October 30, 2013 By Collegeville Institute Leave a Comment

Bishop Thomas HoytThomas Hoyt, Jr., Senior Bishop of the Christian Methodist Episcopal Church, died on October 27 at age 72. From 1977 to 2001 he served on the board of directors of the Collegeville Institute, and was subsequently elected an honorary life member. In 1984 he lived at the Institute as a participant in the Resident Scholars Program.

I first met Thomas in the mid-1970s, when he participated in the Institute’s inaugural summer consultation program, “Confessing Faith in God Today,” a sustained conversation that over a six-year period involved 34 persons and resulted in the book God on Our Minds (1982). He was already on the Board when I became executive director in 1984, and thus was one of my bosses. We worked together on many other projects, most notably the consultation that produced Stony the Road We Trod: African American Biblical Interpretation (1991), a book that changed the field of biblical studies.

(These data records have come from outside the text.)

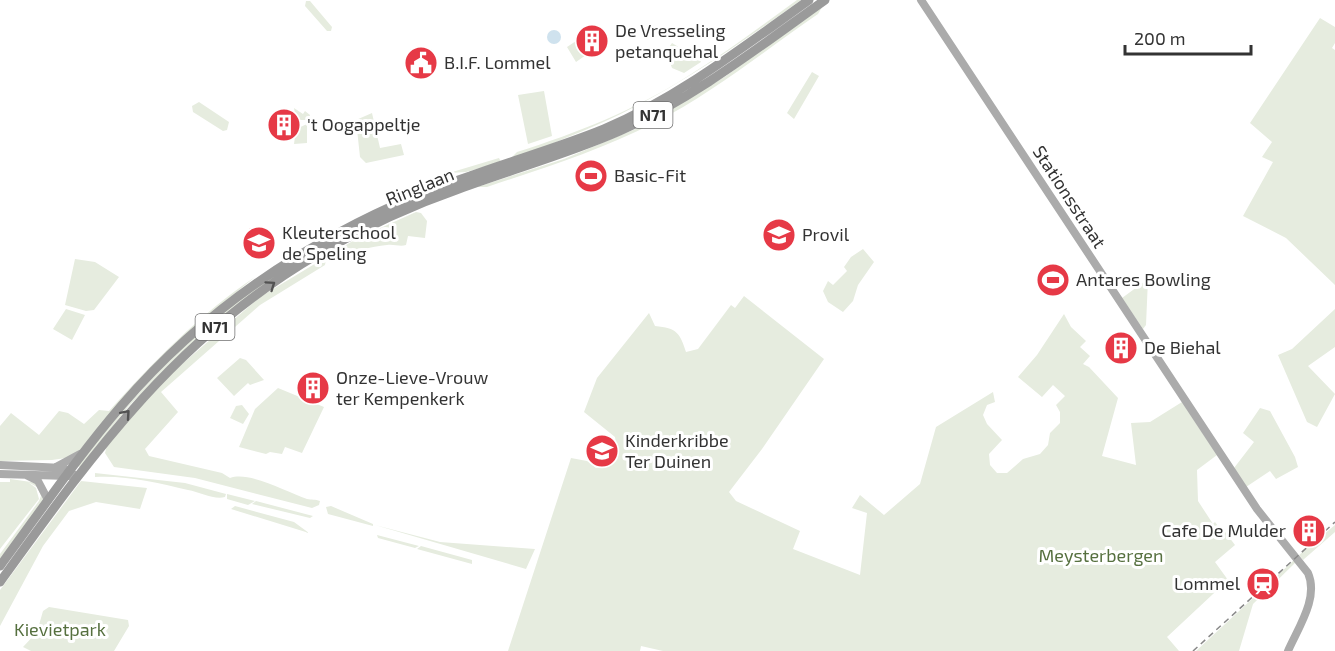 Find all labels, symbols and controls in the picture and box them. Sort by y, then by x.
scale bar [1125,18,1251,56]
place label: De Vresseling petanquehal [615,19,726,62]
building icon: De Vresseling petanquehal [574,23,610,59]
text: 200 m [1134,27,1186,49]
public building icon: B.I.F. Lommel [403,45,439,81]
place label: B.I.F. Lommel [444,51,551,73]
road number: N71 [634,102,672,128]
building icon: 't Oogappeltje [266,107,302,143]
place label: 't Oogappeltje [307,113,421,135]
street label: Stationsstraat [1029,141,1111,252]
sports icon: Basic-Fit [573,158,609,194]
street label: Ringlaan [382,162,457,210]
place label: Basic-Fit [614,164,686,186]
school or university icon: Provil [761,217,797,253]
place label: Kleuterschool de Speling [282,221,397,264]
place label: Provil [802,223,850,245]
school or university icon: Kleuterschool de Speling [241,225,277,261]
sports icon: Antares Bowling [1035,262,1071,298]
place label: Antares Bowling [1076,268,1211,290]
one-way arrow [265,281,276,292]
road number: N71 [196,314,234,340]
building icon: De Biehal [1103,330,1139,366]
place label: De Biehal [1144,336,1221,358]
place label: Onze-Lieve-Vrouw ter Kempenkerk [336,366,488,409]
building icon: Onze-Lieve-Vrouw ter Kempenkerk [295,370,331,406]
one-way arrow [119,410,130,421]
place label: Kinderkribbe Ter Duinen [625,429,729,472]
school or university icon: Kinderkribbe Ter Duinen [584,433,620,469]
building icon: Cafe De Mulder [1291,513,1327,549]
place label: Cafe De Mulder [1161,519,1286,541]
park label: Meysterbergen [1039,544,1163,566]
station icon: Lommel [1245,566,1281,602]
place label: Lommel [1174,572,1241,594]
park label: Kievietpark [14,618,106,640]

Two memories in particular—one of something I heard him talk about, the other of something I actually saw—stake out the territory of God’s world that was Thomas’ home.

He loved to tell a story I heard several times, and that is published in the introduction to Stony the Road We Trod:

My father was a pastor for forty years. When I was growing up, sometimes he and I would be the only ones at the weekly prayer meetings. He would ask me to sing a song and pray, and then he would do the same. “Didn’t we have a glorious time!” he would say on the way home. Sometimes I did not want to be there. But we did have a glorious time.

The young Thomas learned early on the bracing truth of Jesus’ declaration that “Where two or three are gathered in my name, there am I in the midst of them.” And there weren’t even three—just two, but that was enough. The older Thomas was teaching his son that a glorious time doesn’t require multitudes; song and prayer are sufficient—and it’s okay now and then not even to want to be there.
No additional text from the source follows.